* What to do
Search the records for lines that contain the word "Elevation". Copy them all.
———
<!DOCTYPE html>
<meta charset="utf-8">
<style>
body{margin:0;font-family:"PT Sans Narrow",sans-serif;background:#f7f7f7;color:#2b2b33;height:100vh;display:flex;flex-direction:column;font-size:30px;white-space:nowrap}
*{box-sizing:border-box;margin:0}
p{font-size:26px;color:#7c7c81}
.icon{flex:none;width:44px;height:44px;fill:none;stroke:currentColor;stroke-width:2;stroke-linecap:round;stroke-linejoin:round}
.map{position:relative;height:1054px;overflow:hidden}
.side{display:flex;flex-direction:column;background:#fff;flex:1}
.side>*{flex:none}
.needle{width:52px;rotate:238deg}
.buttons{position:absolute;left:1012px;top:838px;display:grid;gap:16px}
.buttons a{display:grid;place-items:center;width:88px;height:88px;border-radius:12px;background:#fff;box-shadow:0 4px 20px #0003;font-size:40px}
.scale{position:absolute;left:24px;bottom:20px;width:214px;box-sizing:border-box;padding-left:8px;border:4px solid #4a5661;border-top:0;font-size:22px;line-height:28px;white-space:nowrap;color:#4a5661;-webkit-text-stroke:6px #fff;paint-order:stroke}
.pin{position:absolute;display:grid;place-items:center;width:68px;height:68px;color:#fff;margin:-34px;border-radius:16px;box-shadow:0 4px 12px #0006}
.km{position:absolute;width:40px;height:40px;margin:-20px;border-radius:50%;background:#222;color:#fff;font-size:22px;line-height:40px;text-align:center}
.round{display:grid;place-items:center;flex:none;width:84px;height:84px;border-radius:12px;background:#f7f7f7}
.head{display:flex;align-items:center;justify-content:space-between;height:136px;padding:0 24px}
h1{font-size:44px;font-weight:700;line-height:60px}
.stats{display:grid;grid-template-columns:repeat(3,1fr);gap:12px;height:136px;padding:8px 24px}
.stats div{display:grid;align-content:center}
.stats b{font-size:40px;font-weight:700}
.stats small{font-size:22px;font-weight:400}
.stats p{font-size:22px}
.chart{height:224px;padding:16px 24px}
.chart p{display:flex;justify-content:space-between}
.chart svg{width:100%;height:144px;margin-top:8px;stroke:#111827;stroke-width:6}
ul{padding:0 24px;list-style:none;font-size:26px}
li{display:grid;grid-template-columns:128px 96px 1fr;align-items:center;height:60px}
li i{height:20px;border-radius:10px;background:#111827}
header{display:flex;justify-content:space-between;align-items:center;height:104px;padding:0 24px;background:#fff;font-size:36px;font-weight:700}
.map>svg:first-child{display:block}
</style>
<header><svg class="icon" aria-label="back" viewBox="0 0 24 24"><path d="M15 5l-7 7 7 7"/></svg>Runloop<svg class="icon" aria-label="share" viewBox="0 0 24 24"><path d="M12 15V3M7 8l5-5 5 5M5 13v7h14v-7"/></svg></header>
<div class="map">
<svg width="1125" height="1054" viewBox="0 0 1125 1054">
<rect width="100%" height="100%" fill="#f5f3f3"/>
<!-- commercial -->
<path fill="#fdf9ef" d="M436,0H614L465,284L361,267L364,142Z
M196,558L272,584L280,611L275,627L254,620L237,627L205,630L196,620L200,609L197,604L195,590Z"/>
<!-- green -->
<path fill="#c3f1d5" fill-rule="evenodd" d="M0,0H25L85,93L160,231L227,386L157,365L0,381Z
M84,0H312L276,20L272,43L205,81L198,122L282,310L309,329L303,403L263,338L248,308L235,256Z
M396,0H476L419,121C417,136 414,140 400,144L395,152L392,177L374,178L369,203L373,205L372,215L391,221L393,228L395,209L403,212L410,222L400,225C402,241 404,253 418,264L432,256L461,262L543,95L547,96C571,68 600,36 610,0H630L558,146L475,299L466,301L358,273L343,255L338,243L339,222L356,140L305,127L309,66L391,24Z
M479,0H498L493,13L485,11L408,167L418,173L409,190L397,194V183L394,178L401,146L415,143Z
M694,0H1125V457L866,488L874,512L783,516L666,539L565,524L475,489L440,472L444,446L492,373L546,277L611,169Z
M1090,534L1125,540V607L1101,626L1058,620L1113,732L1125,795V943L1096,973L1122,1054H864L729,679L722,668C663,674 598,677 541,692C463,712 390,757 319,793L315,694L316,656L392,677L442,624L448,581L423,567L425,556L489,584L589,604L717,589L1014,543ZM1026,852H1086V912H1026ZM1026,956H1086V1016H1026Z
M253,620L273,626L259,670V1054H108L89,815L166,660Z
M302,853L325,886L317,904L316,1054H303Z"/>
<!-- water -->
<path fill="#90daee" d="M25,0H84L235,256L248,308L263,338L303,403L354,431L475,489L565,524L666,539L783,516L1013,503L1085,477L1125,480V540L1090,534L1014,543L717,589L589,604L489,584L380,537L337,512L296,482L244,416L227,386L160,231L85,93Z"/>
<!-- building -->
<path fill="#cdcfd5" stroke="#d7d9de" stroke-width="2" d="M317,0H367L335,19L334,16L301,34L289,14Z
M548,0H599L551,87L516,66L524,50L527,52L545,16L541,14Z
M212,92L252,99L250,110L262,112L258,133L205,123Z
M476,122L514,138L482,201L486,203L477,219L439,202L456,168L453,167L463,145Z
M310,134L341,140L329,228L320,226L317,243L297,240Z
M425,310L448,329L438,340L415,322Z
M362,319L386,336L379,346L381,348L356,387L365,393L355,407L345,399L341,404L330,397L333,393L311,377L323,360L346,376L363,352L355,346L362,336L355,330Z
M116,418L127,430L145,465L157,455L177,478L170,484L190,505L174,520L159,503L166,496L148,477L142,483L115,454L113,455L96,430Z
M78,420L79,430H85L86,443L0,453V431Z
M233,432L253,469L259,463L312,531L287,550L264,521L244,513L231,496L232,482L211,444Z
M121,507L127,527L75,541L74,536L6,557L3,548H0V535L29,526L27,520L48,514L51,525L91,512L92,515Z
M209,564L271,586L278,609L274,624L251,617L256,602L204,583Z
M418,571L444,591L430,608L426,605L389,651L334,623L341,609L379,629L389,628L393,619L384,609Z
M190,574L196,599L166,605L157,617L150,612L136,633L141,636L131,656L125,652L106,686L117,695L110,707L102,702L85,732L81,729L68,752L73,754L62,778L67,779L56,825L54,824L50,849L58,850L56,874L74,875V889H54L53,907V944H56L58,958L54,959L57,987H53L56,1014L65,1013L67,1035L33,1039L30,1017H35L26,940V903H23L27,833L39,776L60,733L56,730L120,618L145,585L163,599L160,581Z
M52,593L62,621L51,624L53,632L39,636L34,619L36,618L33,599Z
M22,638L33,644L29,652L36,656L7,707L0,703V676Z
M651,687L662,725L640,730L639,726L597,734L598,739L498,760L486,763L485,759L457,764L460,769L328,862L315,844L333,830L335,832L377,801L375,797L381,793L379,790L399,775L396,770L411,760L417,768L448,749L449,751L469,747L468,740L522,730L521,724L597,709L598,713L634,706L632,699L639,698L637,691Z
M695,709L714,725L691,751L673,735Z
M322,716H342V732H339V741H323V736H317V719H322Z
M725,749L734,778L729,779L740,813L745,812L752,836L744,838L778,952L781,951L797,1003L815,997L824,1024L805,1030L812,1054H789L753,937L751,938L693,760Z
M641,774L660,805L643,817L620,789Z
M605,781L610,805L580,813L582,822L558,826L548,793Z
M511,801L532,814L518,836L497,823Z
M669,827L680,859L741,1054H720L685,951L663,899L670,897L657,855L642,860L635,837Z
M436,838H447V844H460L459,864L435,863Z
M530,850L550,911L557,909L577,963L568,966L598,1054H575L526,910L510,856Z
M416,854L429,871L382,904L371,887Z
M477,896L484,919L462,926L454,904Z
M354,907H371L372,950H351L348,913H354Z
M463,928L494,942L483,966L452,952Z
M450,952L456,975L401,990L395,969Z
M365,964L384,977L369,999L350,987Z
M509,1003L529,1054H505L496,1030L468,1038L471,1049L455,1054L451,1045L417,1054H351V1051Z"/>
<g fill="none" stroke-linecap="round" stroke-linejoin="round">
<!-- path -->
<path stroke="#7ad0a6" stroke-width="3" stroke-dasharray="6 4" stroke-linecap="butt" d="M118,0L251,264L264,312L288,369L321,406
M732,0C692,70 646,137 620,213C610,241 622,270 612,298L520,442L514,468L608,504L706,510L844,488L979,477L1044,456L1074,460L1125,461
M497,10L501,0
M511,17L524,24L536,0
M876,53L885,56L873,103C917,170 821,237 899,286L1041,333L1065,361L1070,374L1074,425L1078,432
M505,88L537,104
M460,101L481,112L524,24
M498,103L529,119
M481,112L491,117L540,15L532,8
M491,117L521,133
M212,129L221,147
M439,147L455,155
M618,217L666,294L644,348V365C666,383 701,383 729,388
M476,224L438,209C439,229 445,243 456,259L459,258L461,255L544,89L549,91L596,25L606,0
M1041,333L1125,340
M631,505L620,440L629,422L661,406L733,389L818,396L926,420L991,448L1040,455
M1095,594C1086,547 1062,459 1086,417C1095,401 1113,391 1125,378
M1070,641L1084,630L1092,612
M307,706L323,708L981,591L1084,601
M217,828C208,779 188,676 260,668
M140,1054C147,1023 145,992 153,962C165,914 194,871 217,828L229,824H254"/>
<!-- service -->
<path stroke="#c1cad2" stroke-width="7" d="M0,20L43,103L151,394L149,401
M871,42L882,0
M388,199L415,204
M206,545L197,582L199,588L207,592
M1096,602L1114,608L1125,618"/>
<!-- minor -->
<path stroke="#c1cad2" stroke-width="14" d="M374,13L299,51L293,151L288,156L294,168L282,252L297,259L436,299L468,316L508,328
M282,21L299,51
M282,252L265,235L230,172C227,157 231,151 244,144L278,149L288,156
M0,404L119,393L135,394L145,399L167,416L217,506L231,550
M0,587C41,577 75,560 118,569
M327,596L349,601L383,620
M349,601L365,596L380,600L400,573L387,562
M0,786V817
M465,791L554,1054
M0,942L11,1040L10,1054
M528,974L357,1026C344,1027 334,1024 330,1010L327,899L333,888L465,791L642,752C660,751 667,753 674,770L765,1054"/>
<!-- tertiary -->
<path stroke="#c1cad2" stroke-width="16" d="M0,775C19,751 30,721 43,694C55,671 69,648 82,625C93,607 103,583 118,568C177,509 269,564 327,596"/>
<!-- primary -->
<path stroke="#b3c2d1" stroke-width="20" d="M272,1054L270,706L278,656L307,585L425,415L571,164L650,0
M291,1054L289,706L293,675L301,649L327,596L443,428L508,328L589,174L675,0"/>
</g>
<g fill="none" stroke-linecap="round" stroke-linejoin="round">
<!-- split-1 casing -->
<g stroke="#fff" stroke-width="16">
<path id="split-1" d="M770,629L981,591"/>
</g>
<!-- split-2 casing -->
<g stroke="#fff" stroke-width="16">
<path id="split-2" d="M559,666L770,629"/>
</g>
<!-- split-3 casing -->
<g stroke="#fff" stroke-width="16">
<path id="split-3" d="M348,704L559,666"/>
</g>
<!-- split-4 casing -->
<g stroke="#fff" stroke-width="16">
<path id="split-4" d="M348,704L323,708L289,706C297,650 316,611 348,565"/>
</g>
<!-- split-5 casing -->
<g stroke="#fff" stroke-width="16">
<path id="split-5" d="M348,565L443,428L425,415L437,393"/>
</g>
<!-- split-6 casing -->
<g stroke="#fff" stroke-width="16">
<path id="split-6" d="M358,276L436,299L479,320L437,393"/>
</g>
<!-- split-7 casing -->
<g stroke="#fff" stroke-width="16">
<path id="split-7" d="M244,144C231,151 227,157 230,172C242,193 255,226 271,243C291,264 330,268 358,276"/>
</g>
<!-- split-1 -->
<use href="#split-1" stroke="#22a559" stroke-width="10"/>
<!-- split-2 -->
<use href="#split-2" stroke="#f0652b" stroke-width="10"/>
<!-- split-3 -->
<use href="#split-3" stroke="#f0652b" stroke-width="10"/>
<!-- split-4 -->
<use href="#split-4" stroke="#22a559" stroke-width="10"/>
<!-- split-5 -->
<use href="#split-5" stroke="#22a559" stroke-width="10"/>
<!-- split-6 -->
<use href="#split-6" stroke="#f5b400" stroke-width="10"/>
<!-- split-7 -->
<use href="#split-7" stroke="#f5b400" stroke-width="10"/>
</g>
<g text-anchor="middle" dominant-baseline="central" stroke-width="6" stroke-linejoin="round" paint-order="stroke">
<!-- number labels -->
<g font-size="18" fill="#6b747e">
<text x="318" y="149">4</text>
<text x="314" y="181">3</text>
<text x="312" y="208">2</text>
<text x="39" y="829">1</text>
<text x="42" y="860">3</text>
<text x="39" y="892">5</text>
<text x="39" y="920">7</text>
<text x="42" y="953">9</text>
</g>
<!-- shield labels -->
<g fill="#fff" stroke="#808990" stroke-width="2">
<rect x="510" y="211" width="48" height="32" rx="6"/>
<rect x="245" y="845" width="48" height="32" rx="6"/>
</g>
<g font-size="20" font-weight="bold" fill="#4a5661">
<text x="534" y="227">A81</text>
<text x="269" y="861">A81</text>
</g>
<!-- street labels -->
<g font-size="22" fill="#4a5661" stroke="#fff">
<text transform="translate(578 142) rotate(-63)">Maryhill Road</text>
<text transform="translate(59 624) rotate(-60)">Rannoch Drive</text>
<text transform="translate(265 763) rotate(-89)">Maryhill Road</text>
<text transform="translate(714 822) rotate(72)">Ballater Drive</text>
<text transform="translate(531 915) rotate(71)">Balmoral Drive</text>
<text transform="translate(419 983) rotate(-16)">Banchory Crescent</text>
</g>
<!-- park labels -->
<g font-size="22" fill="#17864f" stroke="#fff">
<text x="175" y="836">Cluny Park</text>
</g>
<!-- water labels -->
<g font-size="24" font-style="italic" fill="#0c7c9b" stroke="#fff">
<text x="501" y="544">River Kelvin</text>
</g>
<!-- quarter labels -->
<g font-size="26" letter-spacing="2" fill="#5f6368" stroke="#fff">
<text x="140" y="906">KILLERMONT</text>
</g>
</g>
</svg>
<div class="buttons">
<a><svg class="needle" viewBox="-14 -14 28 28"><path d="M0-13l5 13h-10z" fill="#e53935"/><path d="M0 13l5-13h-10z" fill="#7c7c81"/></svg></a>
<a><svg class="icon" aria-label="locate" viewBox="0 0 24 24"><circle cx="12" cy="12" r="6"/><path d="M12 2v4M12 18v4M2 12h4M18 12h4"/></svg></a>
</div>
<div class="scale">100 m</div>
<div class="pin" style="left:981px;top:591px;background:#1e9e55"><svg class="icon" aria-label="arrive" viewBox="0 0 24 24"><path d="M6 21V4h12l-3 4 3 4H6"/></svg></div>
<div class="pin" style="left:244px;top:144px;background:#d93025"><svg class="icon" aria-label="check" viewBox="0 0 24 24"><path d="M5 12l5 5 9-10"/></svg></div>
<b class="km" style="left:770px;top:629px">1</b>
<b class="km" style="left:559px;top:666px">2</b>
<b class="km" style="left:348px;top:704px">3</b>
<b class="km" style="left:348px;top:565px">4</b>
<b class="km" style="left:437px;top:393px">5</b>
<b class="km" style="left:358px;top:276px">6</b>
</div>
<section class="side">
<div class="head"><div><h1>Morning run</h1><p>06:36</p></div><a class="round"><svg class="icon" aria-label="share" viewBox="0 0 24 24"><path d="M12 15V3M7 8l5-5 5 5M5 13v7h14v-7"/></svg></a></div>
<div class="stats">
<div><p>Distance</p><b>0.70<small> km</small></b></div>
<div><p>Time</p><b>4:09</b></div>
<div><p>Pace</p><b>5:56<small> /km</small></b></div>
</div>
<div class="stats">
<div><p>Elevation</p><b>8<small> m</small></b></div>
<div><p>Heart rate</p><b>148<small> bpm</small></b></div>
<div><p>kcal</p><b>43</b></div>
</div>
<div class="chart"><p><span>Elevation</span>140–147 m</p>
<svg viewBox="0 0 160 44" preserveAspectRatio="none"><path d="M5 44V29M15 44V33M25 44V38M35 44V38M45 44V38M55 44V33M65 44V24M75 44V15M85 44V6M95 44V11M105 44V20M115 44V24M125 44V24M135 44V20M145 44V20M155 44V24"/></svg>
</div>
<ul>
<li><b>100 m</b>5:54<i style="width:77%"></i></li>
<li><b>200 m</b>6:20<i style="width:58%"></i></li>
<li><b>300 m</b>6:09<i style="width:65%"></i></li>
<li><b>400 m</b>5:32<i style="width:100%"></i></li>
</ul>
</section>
———
* Worked solution
<div><p>Elevation</p><b>8<small> m</small></b></div>
<div class="chart"><p><span>Elevation</span>140–147 m</p>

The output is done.